Aim of the exercise
Nothing but the text of the records should come back; copy it exactly and leave the pictures out.

Material for the task Start Marker

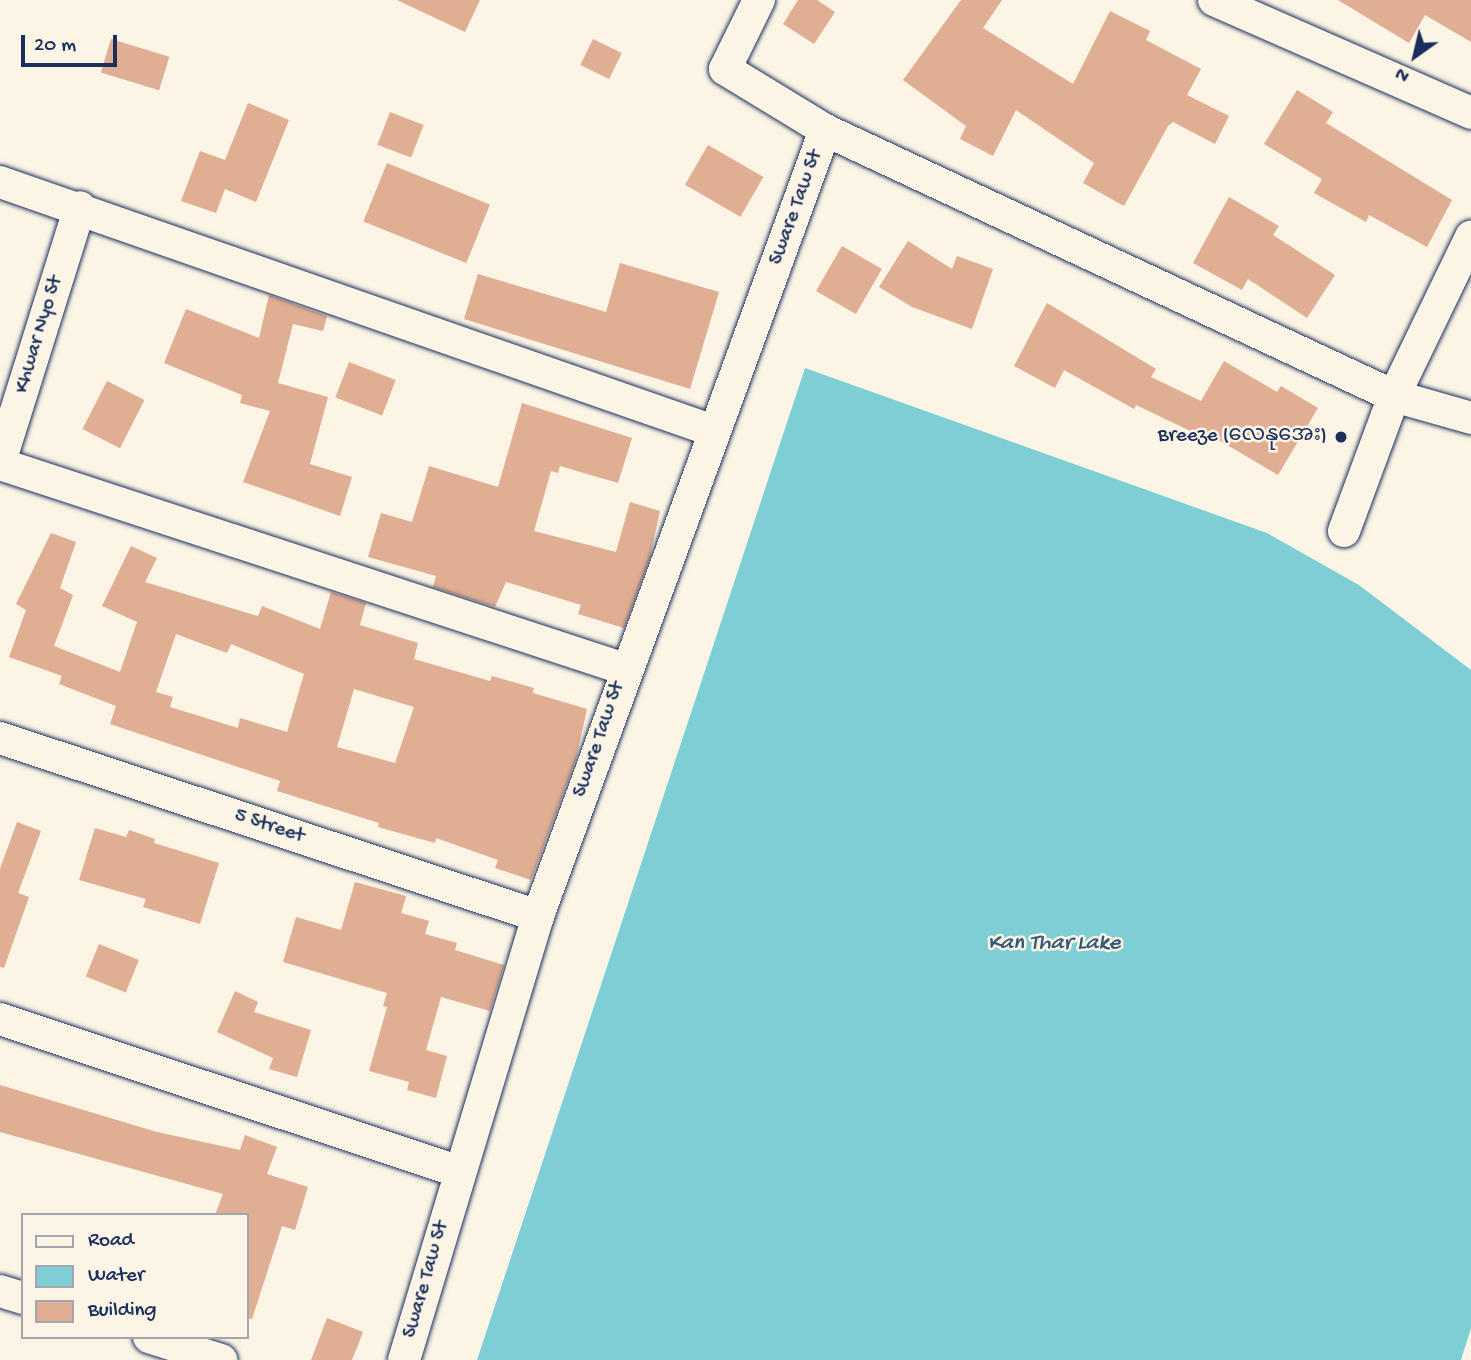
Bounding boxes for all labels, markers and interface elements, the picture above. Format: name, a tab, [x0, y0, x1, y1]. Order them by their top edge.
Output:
scale bar	[24, 21, 121, 65]
north arrow	[1380, 21, 1450, 91]
text: 20 m	[34, 34, 76, 59]
text: N	[1391, 61, 1415, 87]
street label: Sware Taw St	[765, 147, 829, 269]
street label: Khwar Nyo St	[10, 273, 70, 397]
place label: Breeze (လေနုအေး)	[1158, 424, 1327, 450]
marker: Breeze (လေနုအေး)	[1333, 429, 1349, 445]
street label: Sware Taw St	[569, 679, 631, 801]
street label: 5 Street	[231, 804, 307, 850]
water label: Kan Thar Lake	[988, 930, 1120, 958]
legend	[21, 1213, 248, 1339]
street label: Sware Taw St	[398, 1219, 456, 1341]
text: Road	[88, 1229, 134, 1254]
text: Water	[88, 1264, 144, 1289]
text: Building	[88, 1299, 157, 1324]

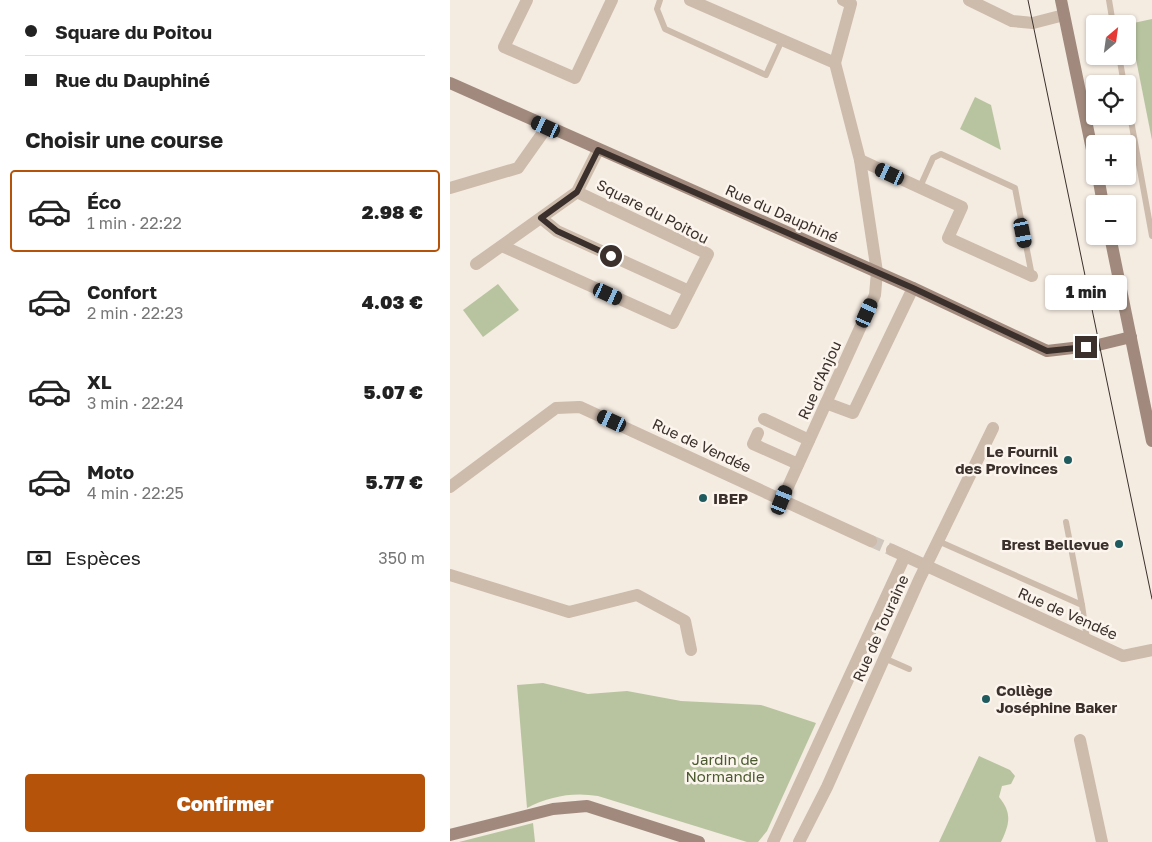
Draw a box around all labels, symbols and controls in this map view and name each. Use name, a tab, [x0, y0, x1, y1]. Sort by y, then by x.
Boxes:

Material for the task End Marker

Response to this exercise
Bounding boxes for all labels, markers and interface elements, the picture above. Format: name, a tab, [x0, y0, x1, y1]. Order them by their top edge.
Output:
scale bar	[24, 21, 121, 65]
north arrow	[1380, 21, 1450, 91]
text: 20 m	[34, 34, 76, 59]
text: N	[1391, 61, 1415, 87]
street label: Sware Taw St	[765, 147, 829, 269]
street label: Khwar Nyo St	[10, 273, 70, 397]
place label: Breeze (လေနုအေး)	[1158, 424, 1327, 450]
marker: Breeze (လေနုအေး)	[1333, 429, 1349, 445]
street label: Sware Taw St	[569, 679, 631, 801]
street label: 5 Street	[231, 804, 307, 850]
water label: Kan Thar Lake	[988, 930, 1120, 958]
legend	[21, 1213, 248, 1339]
street label: Sware Taw St	[398, 1219, 456, 1341]
text: Road	[88, 1229, 134, 1254]
text: Water	[88, 1264, 144, 1289]
text: Building	[88, 1299, 157, 1324]

Draw a box around all labels, symbols and controls in this map view and name each. Use name, a tab, [x0, y0, x1, y1]. Sort by y, then by x.
Boxes:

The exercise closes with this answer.